I’m trying to upgrade from Julia v0.4 to v0.5.
On v0.4 I just added remote workers and then typed using Module
to make Module available on all workers
I have a clean install of Julia 0.5 on remote machine, no packages have been installed.
On v0.5 I now get the following error when using Formatting
Do I need to install packages on remote machines? I thought they were serialized from master?
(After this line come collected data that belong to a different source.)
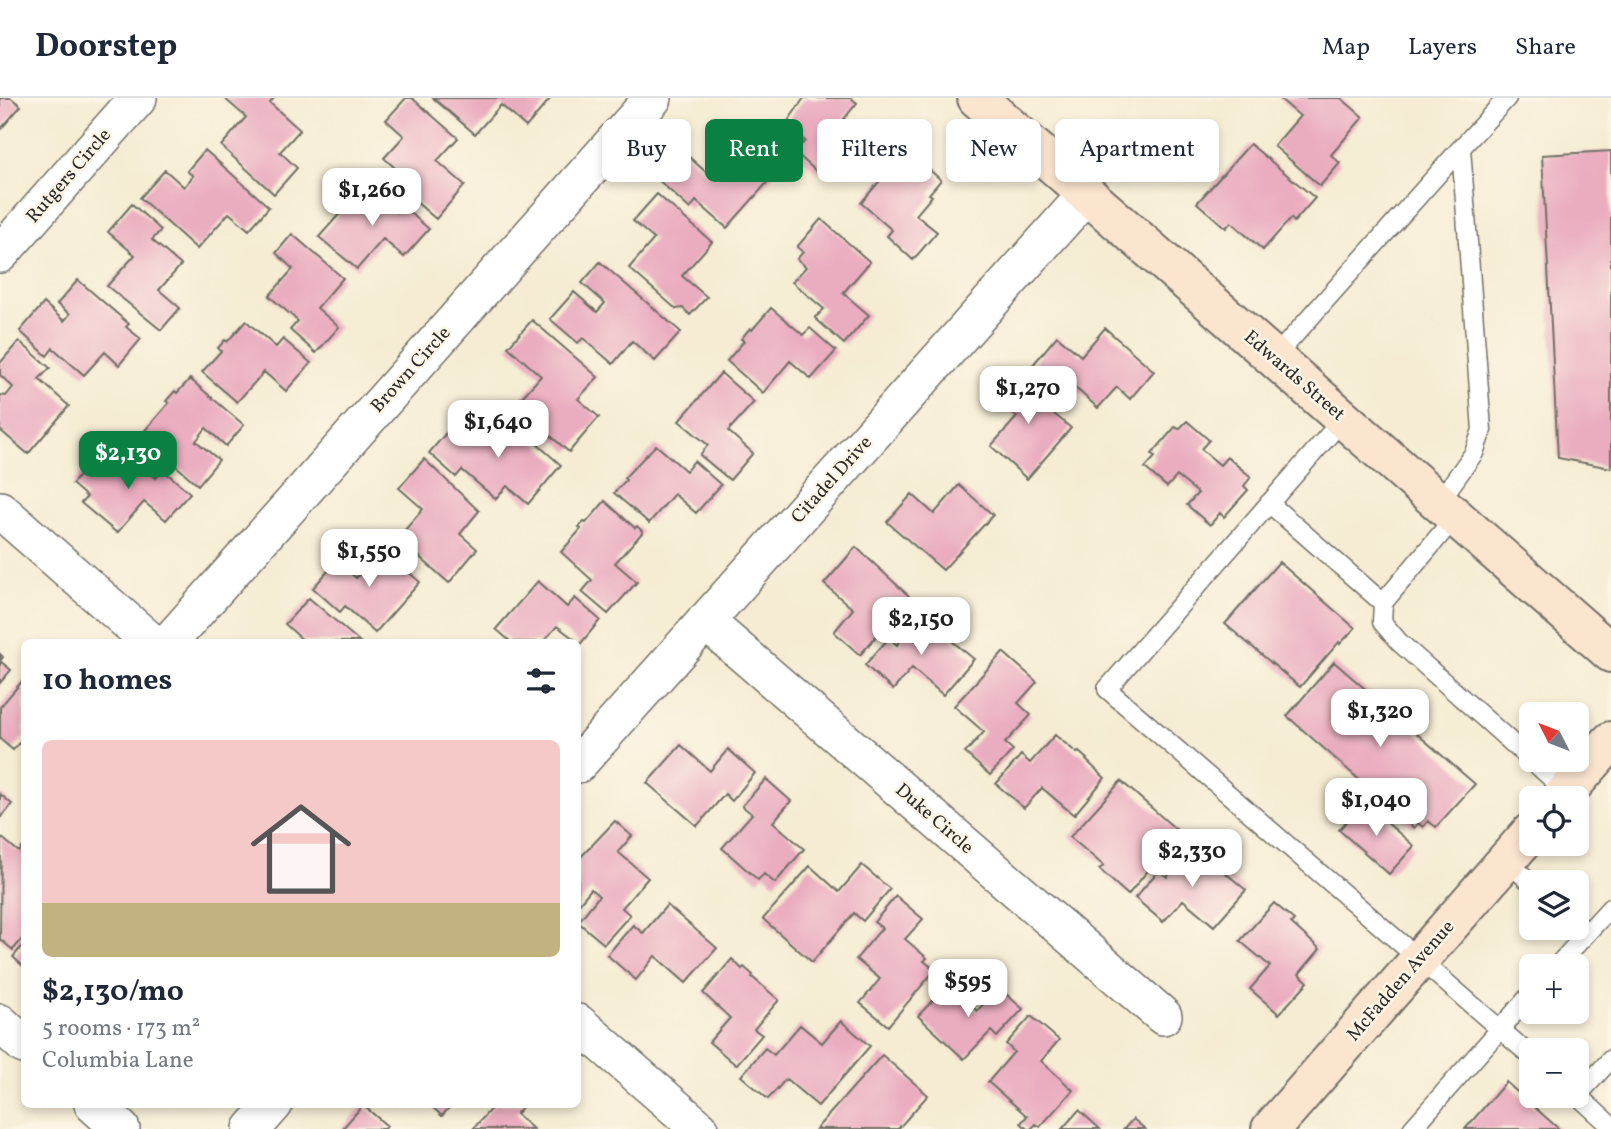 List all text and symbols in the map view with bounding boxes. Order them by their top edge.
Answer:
text: Doorstep [35,25,177,71]
text: Map [1322,31,1370,65]
text: Layers [1408,31,1477,65]
text: Share [1515,31,1576,65]
chip: Buy [602,119,691,182]
chip: Rent [705,119,803,182]
chip: Filters [817,119,932,182]
chip: New [946,119,1041,182]
chip: Apartment [1055,119,1219,182]
street label: Rutgers Circle [21,123,117,229]
pin: $1,260 [315,169,429,228]
text: $1,260 [338,175,406,207]
street label: Brown Circle [365,321,457,419]
street label: Edwards Street [1238,325,1351,428]
pin: $1,270 [971,366,1085,426]
text: $1,270 [996,373,1060,405]
pin: $1,640 [441,400,555,460]
text: $1,640 [464,407,532,439]
street label: Citadel Drive [786,430,878,530]
pin: $2,130 [71,432,185,491]
text: $2,130 [95,438,161,470]
pin: $1,550 [312,530,426,589]
text: $1,550 [337,536,401,568]
pin: $2,150 [864,598,978,657]
text: $2,150 [888,604,954,636]
text: 10 homes [42,660,172,702]
icon: filters [522,662,560,700]
pin: $1,320 [1323,690,1437,749]
text: $1,320 [1347,696,1413,728]
north arrow [1519,702,1589,772]
map controls [1519,702,1589,1108]
street label: Duke Circle [889,778,979,860]
pin: $1,040 [1319,778,1433,838]
text: $1,040 [1341,785,1411,817]
icon: home [238,786,364,912]
button: locate [1519,786,1589,856]
pin: $2,330 [1135,830,1249,889]
text: $2,330 [1158,836,1226,868]
button: layers [1519,870,1589,940]
street label: McFadden Avenue [1341,915,1461,1047]
button: + [1519,954,1589,1024]
pin: $595 [927,960,1009,1019]
text: $595 [944,966,992,998]
text: $2,130/mo [42,971,184,1013]
text: 5 rooms · 173 m² [42,1013,200,1045]
button: − [1519,1038,1589,1108]
text: Columbia Lane [42,1045,194,1077]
Is there some other issue?
ERROR: LoadError: On worker 2:
LoadError: LoadError: SystemError: opening file C:\Users\plowman\.julia\lib\v0.5\Compat.ji: No such file or directory
in #systemerror#51 at .\error.jl:34 [inlined]
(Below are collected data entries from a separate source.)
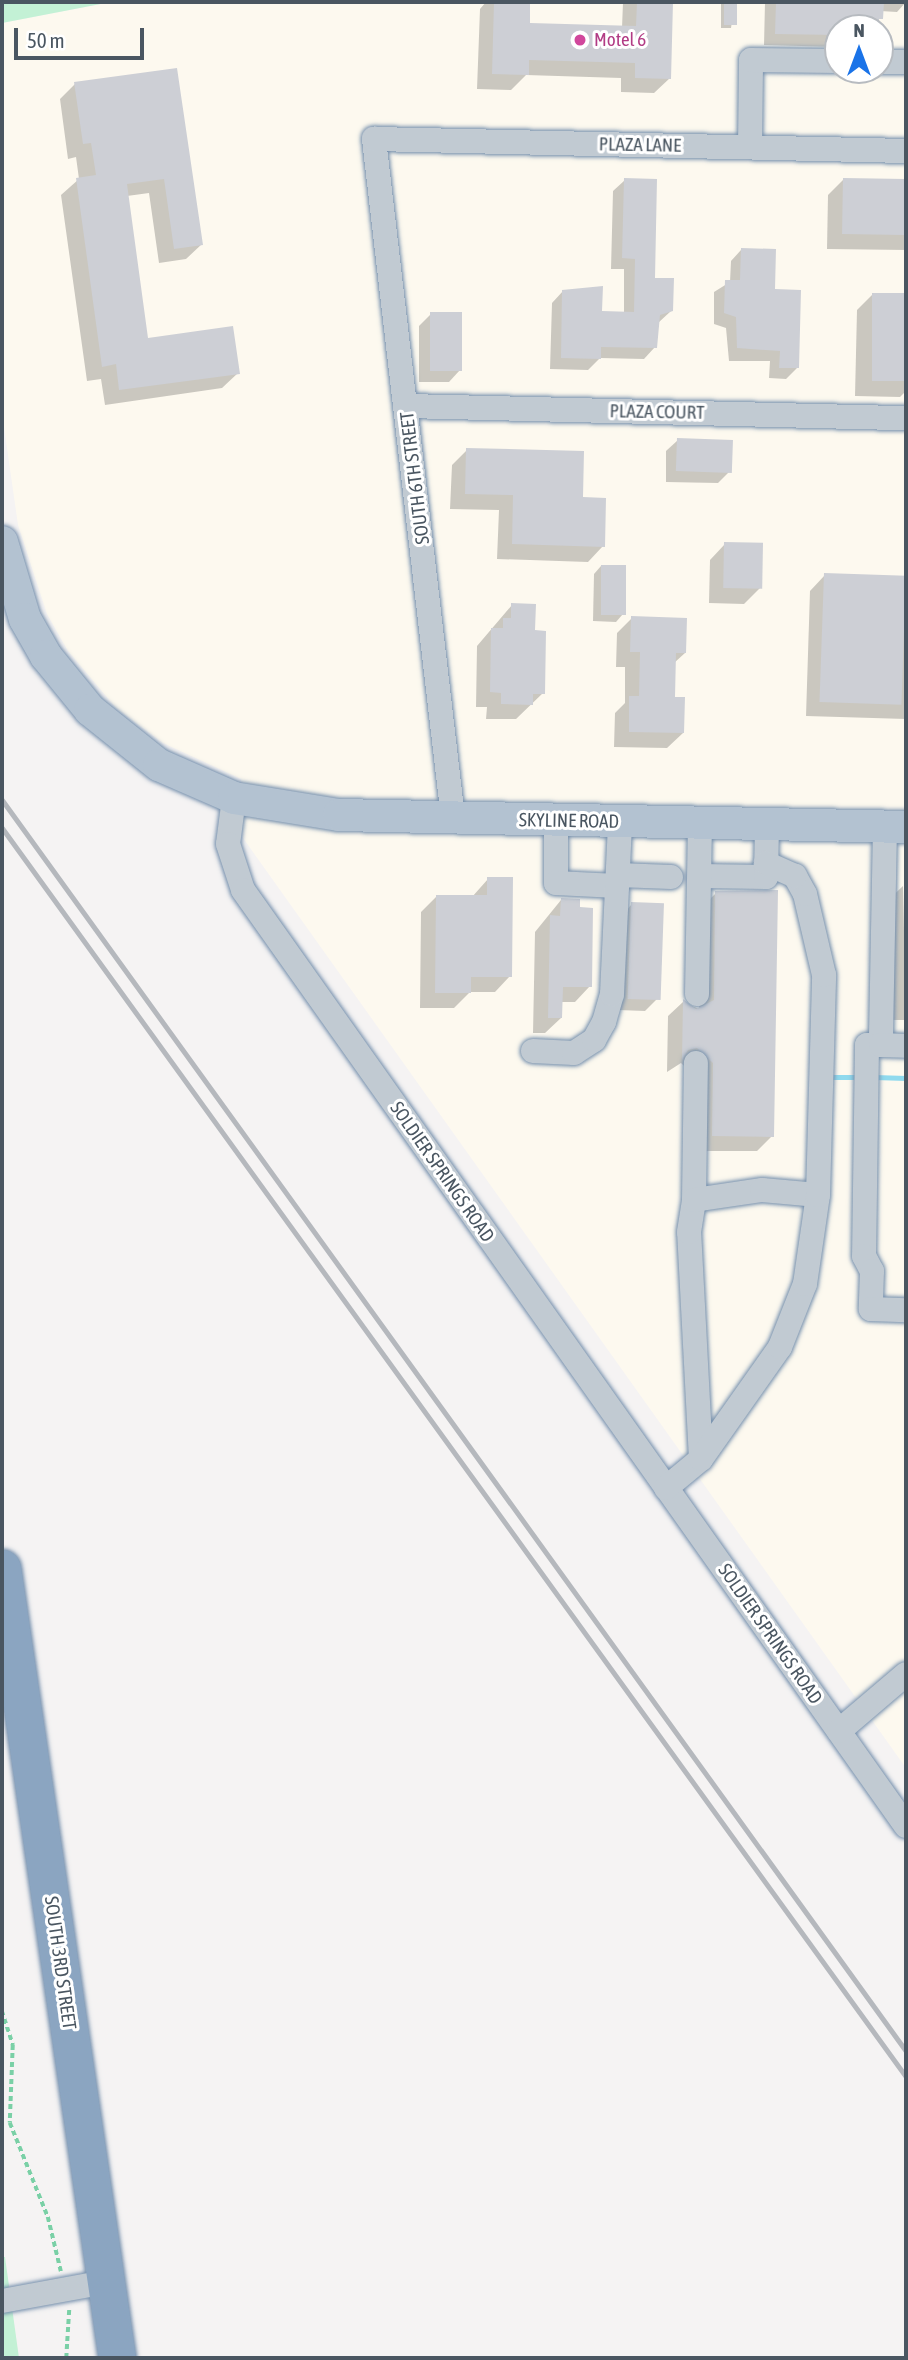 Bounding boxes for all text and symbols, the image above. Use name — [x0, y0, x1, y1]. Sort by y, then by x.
scale bar — [18, 14, 147, 58]
north arrow — [824, 14, 894, 84]
text: N — [853, 19, 865, 41]
text: 50 m — [27, 28, 65, 52]
place label: Motel 6 — [594, 29, 646, 51]
marker: Motel 6 — [572, 32, 588, 48]
street label: PLAZA LANE — [599, 133, 681, 157]
street label: PLAZA COURT — [609, 400, 705, 424]
street label: SOUTH 6TH STREET — [396, 410, 434, 546]
street label: SKYLINE ROAD — [519, 809, 619, 833]
street label: SOLDIER SPRINGS ROAD — [385, 1097, 499, 1247]
street label: SOLDIER SPRINGS ROAD — [713, 1559, 827, 1709]
street label: SOUTH 3RD STREET — [39, 1895, 81, 2031]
in systemerror at .\error.jl:34
in open at .\iostream.jl:89
in open at .\iostream.jl:101
in stale_cachefile at .\loading.jl:659
in _require_search_from_serialized at .\loading.jl:214
in require at .\loading.jl:371
in include_string at .\loading.jl:441
in include_from_node1 at .\loading.jl:491
in eval at .\boot.jl:234
in require at .\loading.jl:415
in include_string at .\loading.jl:441
in include_from_node1 at .\loading.jl:491
in eval at .\boot.jl:234
in #775 at .\multi.jl:1909
in #624 at .\multi.jl:1417
in run_work_thunk at .\multi.jl:1001
in run_work_thunk at .\multi.jl:1010 [inlined]
in #599 at .\event.jl:68
while loading C:\Users\plowman\.julia\v0.5\Formatting\src\Formatting.jl, in expression starting on line 10
while loading F:\My Documents\S6\Scorpion\Julia v0.5\src\Main.jl, in expression starting on line 6
in #remotecall_fetch#608(::Array{Any,1}, ::Function, ::Function, ::Base.Worker, ::Base.RRID, ::Vararg{Any,N}) at .\multi.jl:1070
in remotecall_fetch(::Function, ::Base.Worker, ::Base.RRID, ::Vararg{Any,N}) at .\multi.jl:1062
in #remotecall_fetch#611(::Array{Any,1}, ::Function, ::Function, ::Int64, ::Base.RRID, ::Vararg{Any,N}) at .\multi.jl:1080
in remotecall_fetch(::Function, ::Int64, ::Base.RRID, ::Vararg{Any,N}) at .\multi.jl:1080
in call_on_owner(::Function, ::Future, ::Int64, ::Vararg{Int64,N}) at .\multi.jl:1130
in wait(::Future) at .\multi.jl:1145
in require(::Symbol) at .\loading.jl:413
in include_from_node1(::String) at .\loading.jl:488
while loading F:\My Documents\S6\Scorpion\Julia v0.5\src\Launcher.jl, in expression starting on line 43
This is perhaps a simpler example:
addprocs(...)
@everywhere using Compat
This works on v0.4 but on v0.5 produces the following error. Seems to be looking for a compiled .ji
file for Compat
In both versions, no packages are installed on the remote workers.
ERROR: On worker 2:
SystemError: opening file C:\Users\plowman\.julia\lib\v0.5\Compat.ji: No such file or directory
in #systemerror#51 at .\error.jl:34 [inlined]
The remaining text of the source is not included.